Verbinding maken met uw VM
Nu u de virtuele machine hebt gemaakt, maakt u er verbinding mee, zodat u de bestandsshare kunt koppelen.
Selecteer Verbinding maken op de pagina met eigenschappen van de virtuele machine.
Behoud op de pagina Verbinding maken met virtuele machine de standaardopties om verbinding te maken via IP-adres via poortnummer 3389 en selecteer RDP-bestand downloaden.
Open het gedownloade RDP-bestand en selecteer Verbinden wanneer dit wordt gevraagd.
Selecteer in het venster Windows-beveiligingMeer opties en vervolgens Een ander account gebruiken. Typ de gebruikersnaam als localhost\gebruikersnaam, waarbij u <gebruikersnaam> vervangt door de gebruikersnaam van de VM-beheerder die u voor de virtuele machine hebt gemaakt. Voer het wachtwoord in dat u hebt gemaakt voor de virtuele machine en selecteer vervolgens OK.
Er wordt mogelijk een certificaatwaarschuwing weergegeven tijdens het aanmelden. Selecteer Ja of Doorgaan om de verbinding te maken.
De Azure-bestandsshare koppelen aan een Windows-station
Ga in de Azure-portal naar de bestandsshare qsfileshare en selecteer Verbinding maken.
Selecteer een stationsletter en vervolgens Script weergeven.
Kopieer het script vanuit Azure Portal en plak het in Kladblok, zoals in het volgende voorbeeld.

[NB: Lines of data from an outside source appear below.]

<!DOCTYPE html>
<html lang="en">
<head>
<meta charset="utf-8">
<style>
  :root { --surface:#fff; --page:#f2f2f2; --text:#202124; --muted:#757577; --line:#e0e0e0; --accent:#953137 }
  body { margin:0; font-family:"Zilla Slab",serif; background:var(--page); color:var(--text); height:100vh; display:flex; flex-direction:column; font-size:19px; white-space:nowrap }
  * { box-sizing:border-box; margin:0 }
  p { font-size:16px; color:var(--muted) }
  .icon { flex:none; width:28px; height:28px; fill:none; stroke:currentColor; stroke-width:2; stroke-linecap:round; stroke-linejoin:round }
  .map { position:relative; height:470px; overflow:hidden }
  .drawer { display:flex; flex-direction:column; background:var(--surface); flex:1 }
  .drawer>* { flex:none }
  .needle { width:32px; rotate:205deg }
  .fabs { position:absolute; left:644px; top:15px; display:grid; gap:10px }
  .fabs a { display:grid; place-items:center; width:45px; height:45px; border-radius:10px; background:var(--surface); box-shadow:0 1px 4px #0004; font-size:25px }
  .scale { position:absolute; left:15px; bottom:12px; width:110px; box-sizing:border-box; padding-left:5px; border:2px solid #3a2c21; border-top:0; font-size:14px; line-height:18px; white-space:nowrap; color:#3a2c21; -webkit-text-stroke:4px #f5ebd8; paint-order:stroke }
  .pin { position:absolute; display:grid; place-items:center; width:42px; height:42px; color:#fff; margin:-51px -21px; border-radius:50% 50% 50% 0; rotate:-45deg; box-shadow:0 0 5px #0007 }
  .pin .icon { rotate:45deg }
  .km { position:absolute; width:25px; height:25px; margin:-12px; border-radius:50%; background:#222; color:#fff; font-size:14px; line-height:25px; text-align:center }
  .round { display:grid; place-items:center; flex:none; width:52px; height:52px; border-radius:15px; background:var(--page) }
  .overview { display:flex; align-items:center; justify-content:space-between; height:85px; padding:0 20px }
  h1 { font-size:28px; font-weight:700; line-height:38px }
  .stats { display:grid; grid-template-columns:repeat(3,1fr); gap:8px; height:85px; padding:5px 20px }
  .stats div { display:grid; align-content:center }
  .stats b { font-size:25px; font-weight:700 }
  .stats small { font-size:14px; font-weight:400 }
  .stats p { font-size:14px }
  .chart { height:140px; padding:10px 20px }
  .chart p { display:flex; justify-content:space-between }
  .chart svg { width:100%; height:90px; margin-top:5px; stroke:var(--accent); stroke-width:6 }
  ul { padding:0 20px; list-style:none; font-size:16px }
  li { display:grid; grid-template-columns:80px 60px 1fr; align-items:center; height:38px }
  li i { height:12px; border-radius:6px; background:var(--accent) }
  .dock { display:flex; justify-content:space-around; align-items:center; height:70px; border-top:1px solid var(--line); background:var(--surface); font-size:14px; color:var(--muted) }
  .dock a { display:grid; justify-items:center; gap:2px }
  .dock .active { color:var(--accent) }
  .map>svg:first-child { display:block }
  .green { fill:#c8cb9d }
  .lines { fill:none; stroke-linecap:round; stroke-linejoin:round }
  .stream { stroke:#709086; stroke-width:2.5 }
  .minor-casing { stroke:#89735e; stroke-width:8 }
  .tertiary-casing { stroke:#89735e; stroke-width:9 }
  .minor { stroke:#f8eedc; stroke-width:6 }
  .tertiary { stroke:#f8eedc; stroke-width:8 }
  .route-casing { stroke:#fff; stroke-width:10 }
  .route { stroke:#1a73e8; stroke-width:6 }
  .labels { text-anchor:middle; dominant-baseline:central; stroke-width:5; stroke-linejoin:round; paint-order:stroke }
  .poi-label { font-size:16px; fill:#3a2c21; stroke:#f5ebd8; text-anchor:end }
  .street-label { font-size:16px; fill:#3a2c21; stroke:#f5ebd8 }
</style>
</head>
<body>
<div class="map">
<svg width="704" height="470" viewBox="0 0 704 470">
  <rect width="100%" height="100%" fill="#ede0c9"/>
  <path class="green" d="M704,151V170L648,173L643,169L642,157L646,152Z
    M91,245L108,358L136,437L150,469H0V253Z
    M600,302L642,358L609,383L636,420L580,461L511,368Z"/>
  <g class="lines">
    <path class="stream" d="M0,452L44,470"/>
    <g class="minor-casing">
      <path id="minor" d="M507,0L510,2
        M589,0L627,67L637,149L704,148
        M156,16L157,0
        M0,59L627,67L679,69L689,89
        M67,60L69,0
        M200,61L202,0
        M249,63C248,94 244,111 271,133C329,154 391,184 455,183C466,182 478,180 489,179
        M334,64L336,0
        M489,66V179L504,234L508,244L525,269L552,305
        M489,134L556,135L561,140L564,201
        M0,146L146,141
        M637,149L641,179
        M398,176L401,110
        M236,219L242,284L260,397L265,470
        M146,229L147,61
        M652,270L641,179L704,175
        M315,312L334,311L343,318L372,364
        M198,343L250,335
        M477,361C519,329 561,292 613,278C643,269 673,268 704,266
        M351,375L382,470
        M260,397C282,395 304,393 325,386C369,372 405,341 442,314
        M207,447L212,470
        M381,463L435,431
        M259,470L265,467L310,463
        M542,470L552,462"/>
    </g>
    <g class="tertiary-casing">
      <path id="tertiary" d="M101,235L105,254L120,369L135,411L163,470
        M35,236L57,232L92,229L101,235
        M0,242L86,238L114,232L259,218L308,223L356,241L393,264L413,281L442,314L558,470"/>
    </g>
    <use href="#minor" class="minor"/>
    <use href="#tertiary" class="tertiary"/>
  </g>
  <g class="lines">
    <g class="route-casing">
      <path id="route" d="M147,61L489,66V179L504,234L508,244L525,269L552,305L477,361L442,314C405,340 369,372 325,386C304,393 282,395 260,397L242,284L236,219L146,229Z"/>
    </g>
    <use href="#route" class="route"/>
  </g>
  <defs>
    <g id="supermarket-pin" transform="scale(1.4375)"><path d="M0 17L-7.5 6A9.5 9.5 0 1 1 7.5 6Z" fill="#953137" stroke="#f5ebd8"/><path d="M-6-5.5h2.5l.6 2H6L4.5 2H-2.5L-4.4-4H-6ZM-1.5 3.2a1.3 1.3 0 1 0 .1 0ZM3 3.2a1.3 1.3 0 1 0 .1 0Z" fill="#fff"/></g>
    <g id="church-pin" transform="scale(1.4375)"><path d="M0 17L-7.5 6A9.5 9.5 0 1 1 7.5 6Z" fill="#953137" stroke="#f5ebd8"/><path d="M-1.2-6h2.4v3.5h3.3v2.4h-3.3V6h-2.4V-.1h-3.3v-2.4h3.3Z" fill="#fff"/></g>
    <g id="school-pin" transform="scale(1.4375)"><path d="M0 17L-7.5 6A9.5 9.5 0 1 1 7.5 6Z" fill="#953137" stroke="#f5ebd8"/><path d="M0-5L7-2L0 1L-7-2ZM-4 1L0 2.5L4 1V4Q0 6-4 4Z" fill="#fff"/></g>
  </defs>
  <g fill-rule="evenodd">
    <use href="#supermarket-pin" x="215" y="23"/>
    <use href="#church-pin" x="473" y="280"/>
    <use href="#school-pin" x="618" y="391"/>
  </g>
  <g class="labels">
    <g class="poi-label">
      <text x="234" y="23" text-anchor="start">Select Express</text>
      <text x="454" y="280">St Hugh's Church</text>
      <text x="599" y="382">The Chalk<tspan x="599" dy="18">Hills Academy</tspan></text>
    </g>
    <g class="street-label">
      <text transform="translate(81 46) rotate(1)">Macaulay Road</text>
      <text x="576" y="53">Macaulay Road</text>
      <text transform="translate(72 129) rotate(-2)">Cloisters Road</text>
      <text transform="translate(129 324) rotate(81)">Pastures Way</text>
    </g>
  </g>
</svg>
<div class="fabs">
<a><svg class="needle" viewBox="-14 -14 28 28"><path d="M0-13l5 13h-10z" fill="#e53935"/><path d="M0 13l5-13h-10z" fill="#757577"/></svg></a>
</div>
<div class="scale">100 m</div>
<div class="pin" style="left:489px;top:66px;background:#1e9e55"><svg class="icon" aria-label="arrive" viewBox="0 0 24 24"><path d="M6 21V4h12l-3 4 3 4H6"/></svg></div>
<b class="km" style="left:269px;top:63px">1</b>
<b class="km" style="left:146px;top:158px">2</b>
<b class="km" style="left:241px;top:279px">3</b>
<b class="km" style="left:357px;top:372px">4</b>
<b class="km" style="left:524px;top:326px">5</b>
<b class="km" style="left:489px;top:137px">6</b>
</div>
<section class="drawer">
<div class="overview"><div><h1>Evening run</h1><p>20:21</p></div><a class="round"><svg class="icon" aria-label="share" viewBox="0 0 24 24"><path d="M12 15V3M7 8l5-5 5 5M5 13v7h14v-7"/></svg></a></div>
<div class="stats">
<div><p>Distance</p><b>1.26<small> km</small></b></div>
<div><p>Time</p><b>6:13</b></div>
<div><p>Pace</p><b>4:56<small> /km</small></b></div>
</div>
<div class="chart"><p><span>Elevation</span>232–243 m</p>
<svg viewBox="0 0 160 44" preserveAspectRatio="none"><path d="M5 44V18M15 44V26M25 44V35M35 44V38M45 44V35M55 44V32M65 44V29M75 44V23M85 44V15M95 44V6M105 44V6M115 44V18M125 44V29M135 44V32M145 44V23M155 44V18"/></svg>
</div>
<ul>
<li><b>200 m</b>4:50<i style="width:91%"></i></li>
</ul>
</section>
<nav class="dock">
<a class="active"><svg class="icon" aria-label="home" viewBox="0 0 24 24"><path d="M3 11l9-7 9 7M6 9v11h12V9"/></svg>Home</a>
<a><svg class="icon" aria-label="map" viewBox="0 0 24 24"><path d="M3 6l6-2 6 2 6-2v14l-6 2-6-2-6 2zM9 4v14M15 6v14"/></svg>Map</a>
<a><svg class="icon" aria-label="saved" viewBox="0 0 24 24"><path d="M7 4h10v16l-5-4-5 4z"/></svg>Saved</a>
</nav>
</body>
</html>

Open PowerShell in de virtuele machine en plak de inhoud van Kladblok en druk op Enter om de opdracht uit te voeren. Het moet het station toewijzen.
Resources opschonen
Wanneer u klaar bent, verwijdert u de resourcegroep. Als u de resourcegroep verwijdert, worden het opslagaccount, de Azure-bestandsshare en alle andere resources die in de resourcegroep zijn geïmplementeerd, verwijderd.
Als er vergrendelingen in het opslagaccount zijn, moet u ze eerst verwijderen. Navigeer naar het opslagaccount en selecteer Instellingenvergrendelingen>. Als er vergrendelingen worden weergegeven, verwijdert u deze.
Mogelijk moet u ook de Azure Backup Recovery Services-kluis verwijderen voordat u de resourcegroep mag verwijderen.
- Selecteer Start en vervolgens Resourcegroepen.
- Selecteer de resourcegroep die u wilt verwijderen.
- Selecteer Resourcegroep verwijderen. Een venster wordt geopend en toont een waarschuwing over de resources die worden verwijderd met de resourcegroep.
- Voer ter bevestiging de naam van de resourcegroep in en selecteer Verwijderen.